Preheat and Prep: Preheat your oven to 375°F (190°C).
Set Up the Tray: Line a large rimmed baking sheet with parchment paper to catch the drippings. Place a grated metal baking rack (wire cooling rack) directly on top of the parchment-lined sheet.
Arrange: Lay the bacon strips across the wire rack in a single layer. It is fine if the edges touch slightly as they will shrink during cooking, but do not overlap them.
Bake: Place the baking sheet on the center rack of the oven.
For Chewy/Standard Bacon: Bake for 20 minutes.
For Extra Crispy Bacon: Bake for 30 minutes, checking at the 25-minute mark to ensure the thinner ends aren't over-browning.
Harvest the Fat: Carefully remove the pan from the oven.
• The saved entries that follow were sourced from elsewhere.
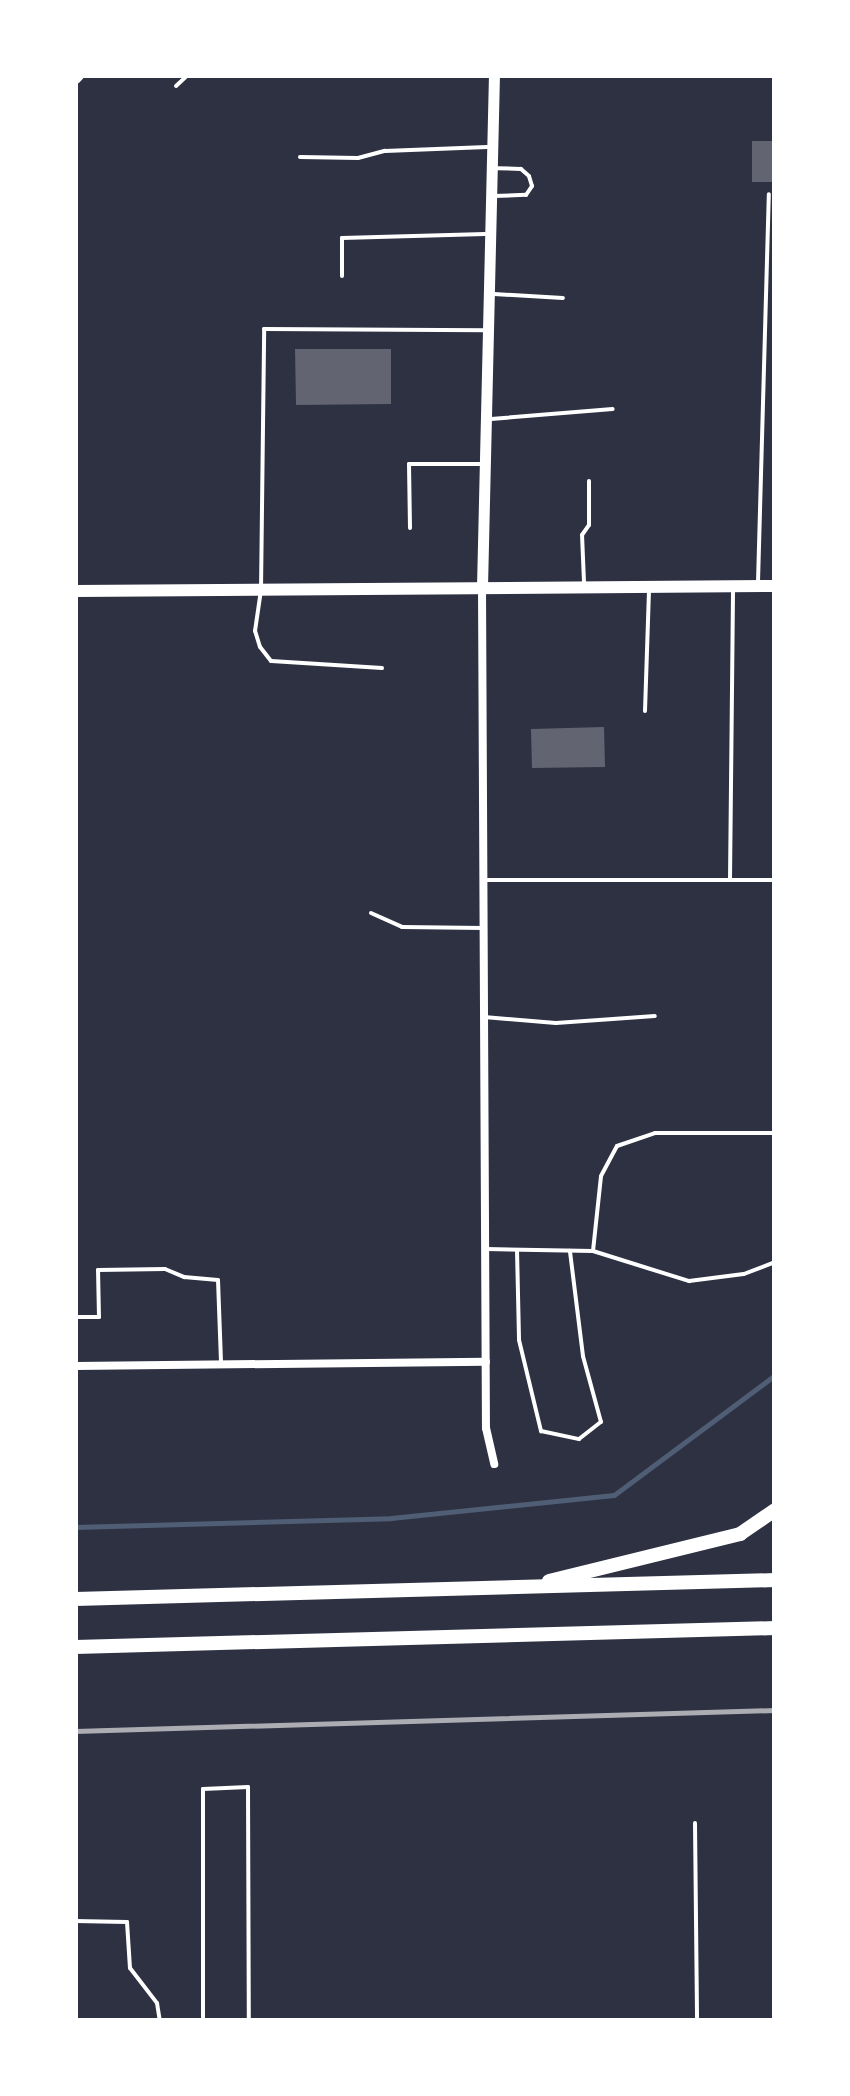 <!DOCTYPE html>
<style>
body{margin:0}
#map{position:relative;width:850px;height:2096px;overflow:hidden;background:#2d3142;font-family:"Noto Sans",sans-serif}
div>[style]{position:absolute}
.stream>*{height:5px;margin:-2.5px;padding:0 2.5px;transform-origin:2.5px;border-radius:2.5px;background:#4f5d75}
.building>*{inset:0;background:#626471}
.service>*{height:4px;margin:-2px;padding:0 2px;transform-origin:2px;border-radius:2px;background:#fff}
.minor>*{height:8px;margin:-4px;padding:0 4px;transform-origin:4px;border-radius:4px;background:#fff}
.secondary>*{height:11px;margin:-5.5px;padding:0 5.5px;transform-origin:5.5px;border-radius:5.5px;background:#fff}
.primary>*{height:12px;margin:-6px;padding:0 6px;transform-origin:6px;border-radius:6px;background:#fff}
.motorway>*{height:14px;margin:-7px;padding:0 7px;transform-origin:7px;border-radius:7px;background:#fff}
.rail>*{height:5px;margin:-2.5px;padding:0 2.5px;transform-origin:2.5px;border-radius:2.5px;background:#abadb3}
span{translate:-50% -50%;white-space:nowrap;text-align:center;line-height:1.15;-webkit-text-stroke:10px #fff;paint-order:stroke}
.frame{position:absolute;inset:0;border:78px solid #fff;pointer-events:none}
</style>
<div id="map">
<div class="stream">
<i style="left:75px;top:1527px;width:316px;rotate:-1.6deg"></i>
<i style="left:391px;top:1518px;width:224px;rotate:-5.9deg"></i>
<i style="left:614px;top:1495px;width:201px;rotate:-36.7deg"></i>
</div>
<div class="building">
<i style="clip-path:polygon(752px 141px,775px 141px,775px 182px,752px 182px)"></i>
<i style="clip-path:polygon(295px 349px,391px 349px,391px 404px,296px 405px)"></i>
<i style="clip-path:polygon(604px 727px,605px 767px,532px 768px,531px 729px)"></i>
</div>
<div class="service">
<i style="left:176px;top:86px;width:16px;rotate:-43deg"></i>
<i style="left:300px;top:157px;width:58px;rotate:1deg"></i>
<i style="left:358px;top:158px;width:28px;rotate:-15deg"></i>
<i style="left:385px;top:151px;width:102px;rotate:-2.2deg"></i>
<i style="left:493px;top:196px;width:33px;rotate:-2deg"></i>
<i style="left:526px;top:195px;width:11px;rotate:-56deg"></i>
<i style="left:532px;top:186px;width:10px;rotate:-107deg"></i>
<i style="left:529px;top:176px;width:11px;rotate:-139deg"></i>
<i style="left:521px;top:169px;width:24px;rotate:-178deg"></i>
<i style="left:342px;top:276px;width:38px;rotate:-90deg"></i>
<i style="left:342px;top:238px;width:143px;rotate:-1.6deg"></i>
<i style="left:494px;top:294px;width:69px;rotate:3.3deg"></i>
<i style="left:491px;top:419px;width:122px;rotate:-4.7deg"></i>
<i style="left:410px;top:528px;width:64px;rotate:-90.9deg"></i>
<i style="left:409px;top:464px;width:71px"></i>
<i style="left:584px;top:582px;width:47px;rotate:-92.4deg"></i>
<i style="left:582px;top:535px;width:12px;rotate:-55deg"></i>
<i style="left:589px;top:525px;width:44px;rotate:-90deg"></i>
<i style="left:758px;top:582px;width:388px;rotate:-88.4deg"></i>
<i style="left:382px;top:668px;width:111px;rotate:-176.4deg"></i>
<i style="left:271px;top:661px;width:18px;rotate:-128deg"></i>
<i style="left:260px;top:647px;width:17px;rotate:-107deg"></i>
<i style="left:255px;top:631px;width:41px;rotate:-81.7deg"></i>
<i style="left:261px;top:590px;width:261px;rotate:-89.3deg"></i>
<i style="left:264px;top:329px;width:222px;rotate:0.3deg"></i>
<i style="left:645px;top:711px;width:119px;rotate:-88.1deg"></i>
<i style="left:484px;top:880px;width:291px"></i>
<i style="left:730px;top:880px;width:289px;rotate:-89.4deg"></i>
<i style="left:371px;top:913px;width:34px;rotate:24deg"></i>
<i style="left:402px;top:927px;width:81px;rotate:0.7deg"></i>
<i style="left:484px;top:1017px;width:72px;rotate:4.8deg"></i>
<i style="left:556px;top:1023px;width:99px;rotate:-4deg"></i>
<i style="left:486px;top:1249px;width:107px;rotate:1.1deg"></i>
<i style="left:593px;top:1251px;width:101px;rotate:17.4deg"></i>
<i style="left:689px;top:1281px;width:55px;rotate:-7.3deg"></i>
<i style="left:744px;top:1274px;width:33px;rotate:-21deg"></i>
<i style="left:517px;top:1250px;width:90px;rotate:88.7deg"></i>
<i style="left:519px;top:1340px;width:94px;rotate:76.4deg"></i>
<i style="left:541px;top:1431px;width:39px;rotate:12deg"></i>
<i style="left:579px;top:1439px;width:28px;rotate:-38deg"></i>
<i style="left:601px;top:1422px;width:68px;rotate:-105.3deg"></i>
<i style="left:583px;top:1356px;width:106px;rotate:-97.1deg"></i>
<i style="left:593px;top:1251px;width:75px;rotate:-83.9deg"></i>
<i style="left:601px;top:1176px;width:34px;rotate:-62deg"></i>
<i style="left:617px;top:1146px;width:40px;rotate:-18.9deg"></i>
<i style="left:655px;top:1133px;width:120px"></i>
<i style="left:75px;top:1317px;width:24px"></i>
<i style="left:99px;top:1317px;width:47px;rotate:-91.2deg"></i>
<i style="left:98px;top:1270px;width:67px;rotate:-0.9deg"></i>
<i style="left:165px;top:1269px;width:21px;rotate:23deg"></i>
<i style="left:184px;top:1277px;width:34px;rotate:5deg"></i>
<i style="left:218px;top:1280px;width:81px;rotate:87.9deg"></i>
<i style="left:695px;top:1823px;width:198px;rotate:89.4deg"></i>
<i style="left:75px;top:1921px;width:52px;rotate:1.1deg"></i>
<i style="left:127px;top:1922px;width:46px;rotate:86.3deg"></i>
<i style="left:130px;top:1968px;width:44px;rotate:52.4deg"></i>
<i style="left:157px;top:2003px;width:18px;rotate:81deg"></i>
<i style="left:203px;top:2021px;width:232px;rotate:-90deg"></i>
<i style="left:203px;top:1789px;width:45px;rotate:-2.5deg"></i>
<i style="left:248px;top:1787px;width:234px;rotate:89.8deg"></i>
</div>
<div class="minor">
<i style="left:482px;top:587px;width:841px;rotate:89.73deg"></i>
<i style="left:486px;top:1428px;width:37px;rotate:77deg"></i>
<i style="left:75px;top:1366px;width:411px;rotate:-0.6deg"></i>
</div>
<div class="secondary">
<i style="left:75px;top:78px;width:4px;rotate:-45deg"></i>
<i style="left:482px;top:587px;width:512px;rotate:-88.66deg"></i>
</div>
<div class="primary">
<i style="left:75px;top:591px;width:700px;rotate:-0.41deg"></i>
</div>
<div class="motorway">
<i style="left:549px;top:1581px;width:197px;rotate:-13.8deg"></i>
<i style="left:740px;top:1534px;width:42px;rotate:-34.4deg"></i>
<i style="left:75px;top:1599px;width:700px;rotate:-1.55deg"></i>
<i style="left:75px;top:1647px;width:700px;rotate:-1.55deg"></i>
</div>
<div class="rail">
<i style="left:75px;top:1731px;width:700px;rotate:-1.72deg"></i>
</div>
<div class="frame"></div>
</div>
Using tongs, transfer the bacon strips to a plate. While the fat on the parchment paper is still liquid and warm, carefully lift the parchment (or tilt the pan) to pour the rendered fat into a glass jar or heat-safe container.
Cool and Serve: Let the bacon sit for 2 minutes on the rack; it will continue to crisp up as it cools slightly.
Storage: Store cooked bacon in a sealed container or zip-top bag in the refrigerator for up to 7 days.
Pro Tip: Keep your jar of rendered bacon fat in the fridge. It is a superior, flavorful fat for searing steaks, frying eggs, or sautéing other proteins.